Summarizing his 54-page decision, Barbadoro said: “Because the Prescription Information Law restricts constitutionally protected speech without directly serving the state’s substantial interests and because alternatives exist that would achieve the state’s interests as well or better without restricting speech, the law cannot be enforced to the extent that it purports to restrict the transfer or use of prescriber-identifiable data.”

Barbadoro based his decision largely on a 1980 Supreme Court decision, Central Hudson Gas & Electric Corp. v. Public Service Commission. Central Hudson Gas & Electric Corp. had sued over a law banning advertising by electric utilities. The court found the law violated the First and Fourteenth Amendments.

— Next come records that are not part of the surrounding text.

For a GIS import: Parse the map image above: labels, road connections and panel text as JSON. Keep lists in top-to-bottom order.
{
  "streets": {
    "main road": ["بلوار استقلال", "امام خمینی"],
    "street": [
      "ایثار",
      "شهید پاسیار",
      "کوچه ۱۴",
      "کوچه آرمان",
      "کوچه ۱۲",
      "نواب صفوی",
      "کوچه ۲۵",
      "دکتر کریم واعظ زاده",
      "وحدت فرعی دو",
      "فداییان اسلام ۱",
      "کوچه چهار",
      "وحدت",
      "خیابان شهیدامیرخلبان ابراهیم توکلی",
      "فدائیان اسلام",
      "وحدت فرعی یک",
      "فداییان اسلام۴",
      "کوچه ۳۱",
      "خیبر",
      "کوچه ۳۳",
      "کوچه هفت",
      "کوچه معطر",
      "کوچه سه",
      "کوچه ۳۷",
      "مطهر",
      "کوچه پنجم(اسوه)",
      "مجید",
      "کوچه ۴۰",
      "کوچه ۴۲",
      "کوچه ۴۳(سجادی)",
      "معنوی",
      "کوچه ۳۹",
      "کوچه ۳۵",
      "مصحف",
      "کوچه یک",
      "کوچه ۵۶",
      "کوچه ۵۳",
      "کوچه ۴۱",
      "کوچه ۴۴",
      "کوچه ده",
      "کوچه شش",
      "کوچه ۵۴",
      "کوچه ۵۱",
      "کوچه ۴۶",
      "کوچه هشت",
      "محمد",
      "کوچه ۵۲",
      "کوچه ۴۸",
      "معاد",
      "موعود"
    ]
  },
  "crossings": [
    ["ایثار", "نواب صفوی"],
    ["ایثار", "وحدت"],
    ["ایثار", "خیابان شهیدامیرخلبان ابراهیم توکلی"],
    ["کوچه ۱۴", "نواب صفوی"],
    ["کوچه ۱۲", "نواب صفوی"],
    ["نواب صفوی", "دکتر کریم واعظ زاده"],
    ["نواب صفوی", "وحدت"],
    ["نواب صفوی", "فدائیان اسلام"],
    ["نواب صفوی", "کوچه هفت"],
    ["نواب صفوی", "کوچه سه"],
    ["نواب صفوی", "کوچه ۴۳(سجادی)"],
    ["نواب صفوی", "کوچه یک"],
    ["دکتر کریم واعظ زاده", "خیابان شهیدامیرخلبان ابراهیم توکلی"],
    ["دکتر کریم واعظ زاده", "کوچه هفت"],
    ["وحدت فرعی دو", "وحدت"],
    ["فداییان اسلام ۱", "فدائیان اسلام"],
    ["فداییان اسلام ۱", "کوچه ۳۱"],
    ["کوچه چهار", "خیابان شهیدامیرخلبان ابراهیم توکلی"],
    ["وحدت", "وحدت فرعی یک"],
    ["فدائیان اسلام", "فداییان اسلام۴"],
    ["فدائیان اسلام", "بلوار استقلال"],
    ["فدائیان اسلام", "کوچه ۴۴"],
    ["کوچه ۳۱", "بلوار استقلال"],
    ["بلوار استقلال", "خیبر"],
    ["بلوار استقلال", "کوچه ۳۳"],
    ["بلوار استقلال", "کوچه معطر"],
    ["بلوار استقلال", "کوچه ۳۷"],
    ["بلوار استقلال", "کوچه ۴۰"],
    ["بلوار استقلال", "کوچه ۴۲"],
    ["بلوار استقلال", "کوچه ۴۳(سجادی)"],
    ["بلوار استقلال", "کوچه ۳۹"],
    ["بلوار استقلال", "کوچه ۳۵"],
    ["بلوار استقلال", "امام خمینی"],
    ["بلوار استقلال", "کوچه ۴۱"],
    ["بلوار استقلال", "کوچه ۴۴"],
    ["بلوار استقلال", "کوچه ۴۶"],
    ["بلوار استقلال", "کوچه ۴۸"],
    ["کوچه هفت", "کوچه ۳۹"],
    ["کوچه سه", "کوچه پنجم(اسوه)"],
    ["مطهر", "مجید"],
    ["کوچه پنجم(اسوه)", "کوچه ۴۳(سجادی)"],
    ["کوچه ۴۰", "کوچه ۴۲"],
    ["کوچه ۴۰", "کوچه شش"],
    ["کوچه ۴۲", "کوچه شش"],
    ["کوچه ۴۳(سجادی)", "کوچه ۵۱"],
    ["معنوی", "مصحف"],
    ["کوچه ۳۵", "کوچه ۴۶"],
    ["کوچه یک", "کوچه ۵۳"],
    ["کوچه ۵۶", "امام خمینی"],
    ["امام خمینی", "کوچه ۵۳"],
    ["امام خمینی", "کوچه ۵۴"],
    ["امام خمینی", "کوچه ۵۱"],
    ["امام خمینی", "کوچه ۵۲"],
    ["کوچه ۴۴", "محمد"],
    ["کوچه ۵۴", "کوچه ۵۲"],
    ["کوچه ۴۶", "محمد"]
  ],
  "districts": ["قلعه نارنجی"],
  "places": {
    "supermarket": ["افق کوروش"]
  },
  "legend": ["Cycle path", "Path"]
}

In his decision, Barbadoro noted, the court said truthful commercial speech that does not promote unlawful activity can be limited only if it “is in support of a substantial government interest,” “directly advances the government interest asserted” and “is not more extensive than is necessary to serve that interest.” For example, Barbadoro said, the state could have: sought to limit samples, gifts, meals and other inducements to docs; offered best practice guidelines on both the health and cost implications of their prescribing decisions; developed “counter-detailing” programs emphasizing drug costs; required physicians to take CME courses comparing generics with prescription drugs; or implemented a Medicaid Pharmacy Program to encourage use of generics.

Richard Samp, counsel at the Washington Legal Foundation, called Barbadoro’s decision “tremendous.”

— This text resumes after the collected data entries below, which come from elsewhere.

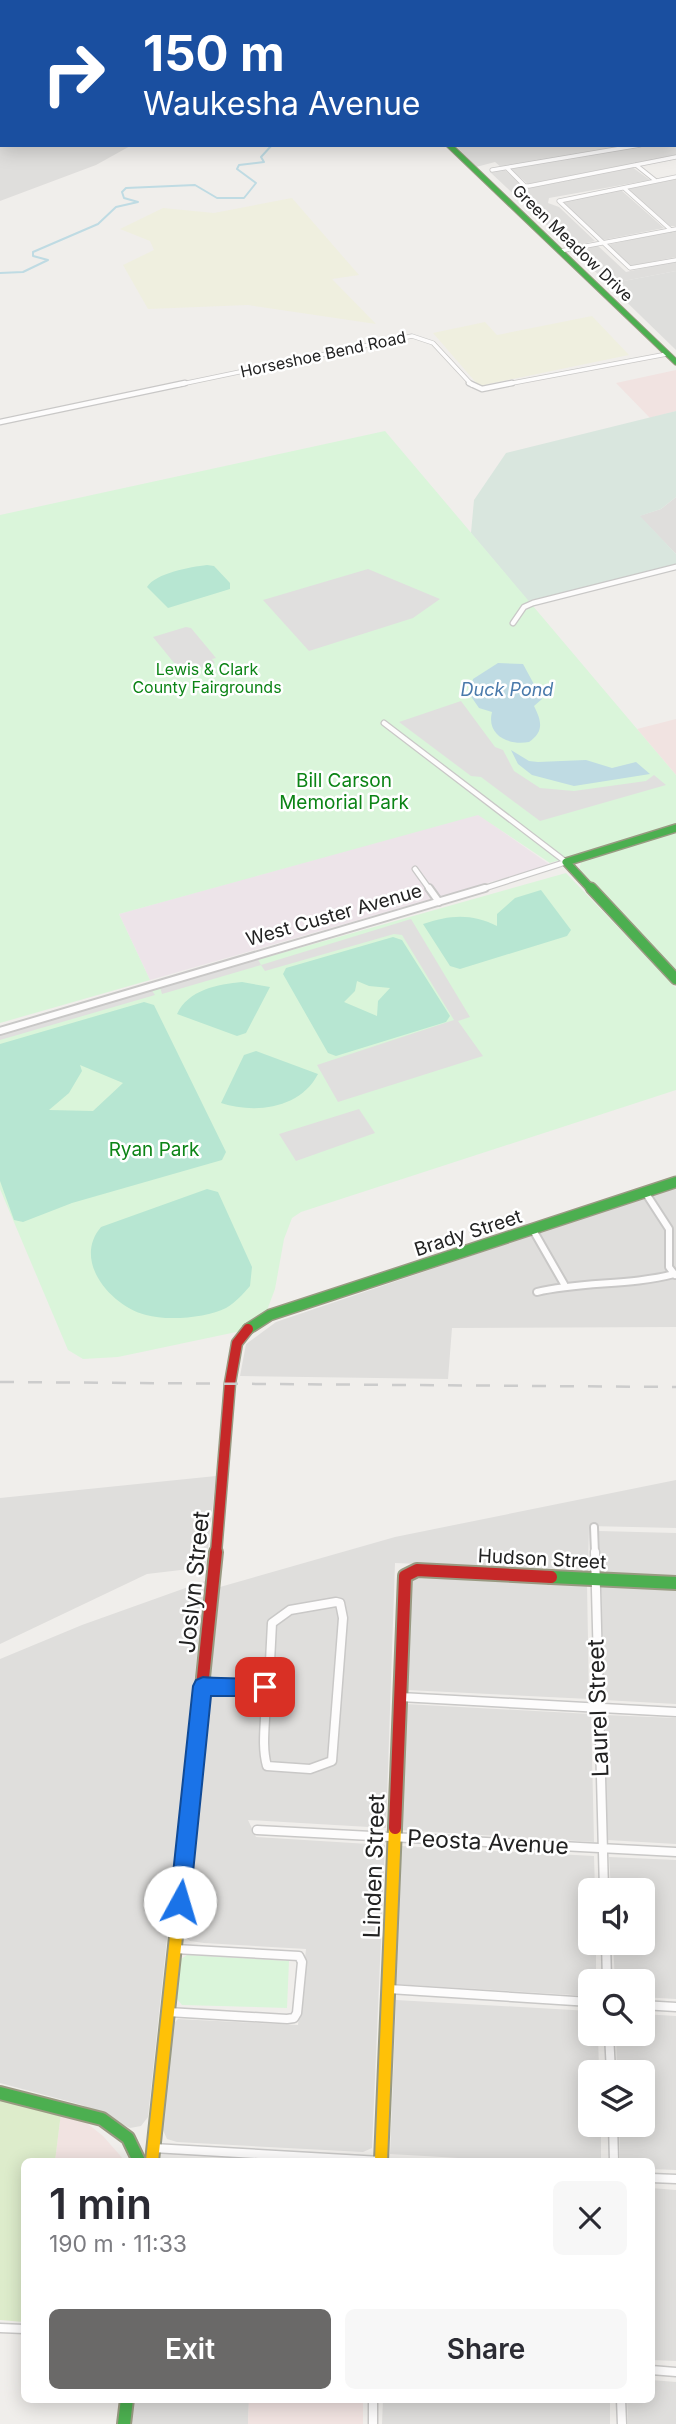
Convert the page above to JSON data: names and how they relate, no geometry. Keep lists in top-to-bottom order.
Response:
{
  "streets": {
    "street": [
      "Green Meadow Drive",
      "Horseshoe Bend Road",
      "West Custer Avenue",
      "Brady Street",
      "Hudson Street",
      "Joslyn Street",
      "Laurel Street",
      "Peosta Avenue",
      "Linden Street"
    ]
  },
  "crossings": [
    ["Green Meadow Drive", "Horseshoe Bend Road"],
    ["Brady Street", "Joslyn Street"],
    ["Hudson Street", "Laurel Street"],
    ["Hudson Street", "Linden Street"],
    ["Laurel Street", "Peosta Avenue"],
    ["Peosta Avenue", "Linden Street"]
  ],
  "water": ["Duck Pond"],
  "parks": ["Lewis & Clark County Fairgrounds", "Bill Carson Memorial Park", "Ryan Park"],
  "page": {
    "turn": ["150 m", "Waukesha Avenue"],
    "heading": ["1 min", "190 m · 11:33"],
    "buttons": ["Exit", "Share"]
  }
}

“The judge said exactly what we’ve been saying all along,” said Samp, “that under the First Amendment, if the government wants to achieve some important regulatory objective, restrictions on commercial speech must be the last methods resorted to after all other nonspeech alternatives have failed—not the first. Any effort to impose a ban on DTC advertising is sure to be struck down for precisely this reason.”

If the precedent holds, it could deter politicians from trying to impose limits on advertising and other forms of promotion—or at least provide assurance that any ill-conceived laws would quickly be thrown out on First Amendment grounds.

But it’s not over yet. The state’s attorney general, Kelly Ayotte, has vowed to appeal the decision, saying the law protects the state’s interests and the interests of New Hampshire’s physicians and citizens, which strongly outweigh the pharmaceutical industry’s interest in increased profits.”